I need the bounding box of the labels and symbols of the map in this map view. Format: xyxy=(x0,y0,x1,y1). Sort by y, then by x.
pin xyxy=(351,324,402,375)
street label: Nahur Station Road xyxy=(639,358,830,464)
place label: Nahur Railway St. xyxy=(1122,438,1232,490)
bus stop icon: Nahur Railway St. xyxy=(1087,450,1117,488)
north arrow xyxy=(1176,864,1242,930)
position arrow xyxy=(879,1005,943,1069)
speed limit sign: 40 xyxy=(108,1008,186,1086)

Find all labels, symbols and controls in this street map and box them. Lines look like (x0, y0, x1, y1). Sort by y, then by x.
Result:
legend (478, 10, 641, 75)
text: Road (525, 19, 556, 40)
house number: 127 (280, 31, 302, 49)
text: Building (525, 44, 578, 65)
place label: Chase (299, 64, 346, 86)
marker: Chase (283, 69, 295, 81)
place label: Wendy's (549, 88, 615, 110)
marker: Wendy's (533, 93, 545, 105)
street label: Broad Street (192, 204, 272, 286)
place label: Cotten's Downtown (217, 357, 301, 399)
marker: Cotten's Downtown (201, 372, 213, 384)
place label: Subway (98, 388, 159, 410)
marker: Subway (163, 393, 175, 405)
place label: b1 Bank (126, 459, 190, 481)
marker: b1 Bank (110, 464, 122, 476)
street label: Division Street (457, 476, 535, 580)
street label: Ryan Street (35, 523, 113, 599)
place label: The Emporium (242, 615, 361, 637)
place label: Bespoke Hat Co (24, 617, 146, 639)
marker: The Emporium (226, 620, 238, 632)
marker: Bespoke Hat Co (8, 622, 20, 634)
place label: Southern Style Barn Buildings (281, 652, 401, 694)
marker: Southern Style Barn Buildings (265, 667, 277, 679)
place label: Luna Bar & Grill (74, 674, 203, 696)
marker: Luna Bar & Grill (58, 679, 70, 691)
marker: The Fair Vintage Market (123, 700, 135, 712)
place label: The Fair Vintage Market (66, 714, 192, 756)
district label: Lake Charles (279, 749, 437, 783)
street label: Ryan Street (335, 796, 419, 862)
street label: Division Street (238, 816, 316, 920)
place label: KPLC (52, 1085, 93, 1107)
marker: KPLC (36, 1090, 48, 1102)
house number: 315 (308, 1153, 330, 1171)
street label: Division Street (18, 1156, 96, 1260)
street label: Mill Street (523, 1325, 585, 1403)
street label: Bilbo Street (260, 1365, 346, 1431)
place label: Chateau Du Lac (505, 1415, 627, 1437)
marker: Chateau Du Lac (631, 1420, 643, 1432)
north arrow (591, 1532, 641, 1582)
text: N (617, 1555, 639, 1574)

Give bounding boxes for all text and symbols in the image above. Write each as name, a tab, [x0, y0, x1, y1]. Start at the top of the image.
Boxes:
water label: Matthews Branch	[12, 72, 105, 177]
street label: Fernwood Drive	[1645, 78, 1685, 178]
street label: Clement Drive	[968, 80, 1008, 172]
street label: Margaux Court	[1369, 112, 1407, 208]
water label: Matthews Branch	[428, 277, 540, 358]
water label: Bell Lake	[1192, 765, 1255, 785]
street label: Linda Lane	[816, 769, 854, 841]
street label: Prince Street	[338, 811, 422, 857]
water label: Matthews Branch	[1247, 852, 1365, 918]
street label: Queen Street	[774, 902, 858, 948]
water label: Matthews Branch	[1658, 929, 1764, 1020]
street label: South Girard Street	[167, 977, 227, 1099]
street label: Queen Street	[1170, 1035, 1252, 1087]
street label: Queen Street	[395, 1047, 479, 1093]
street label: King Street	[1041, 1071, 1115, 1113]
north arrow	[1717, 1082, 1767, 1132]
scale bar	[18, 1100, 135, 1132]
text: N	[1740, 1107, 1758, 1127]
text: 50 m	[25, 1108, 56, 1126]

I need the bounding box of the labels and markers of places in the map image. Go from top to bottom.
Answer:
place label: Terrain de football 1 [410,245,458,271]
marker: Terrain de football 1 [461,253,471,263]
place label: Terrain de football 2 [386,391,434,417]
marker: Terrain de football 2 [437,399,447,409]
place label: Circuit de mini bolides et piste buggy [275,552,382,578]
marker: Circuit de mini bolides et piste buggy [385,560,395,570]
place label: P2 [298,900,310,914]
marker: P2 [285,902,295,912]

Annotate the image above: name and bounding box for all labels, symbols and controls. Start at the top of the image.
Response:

=======

Once the line that contains "Annotate the image" is found, please give it again exactly, along with each line that comes after it, through the last line of the entries.

Annotate the image above: name and bounding box for all labels, symbols and controls. Start at the top of the image.
Response:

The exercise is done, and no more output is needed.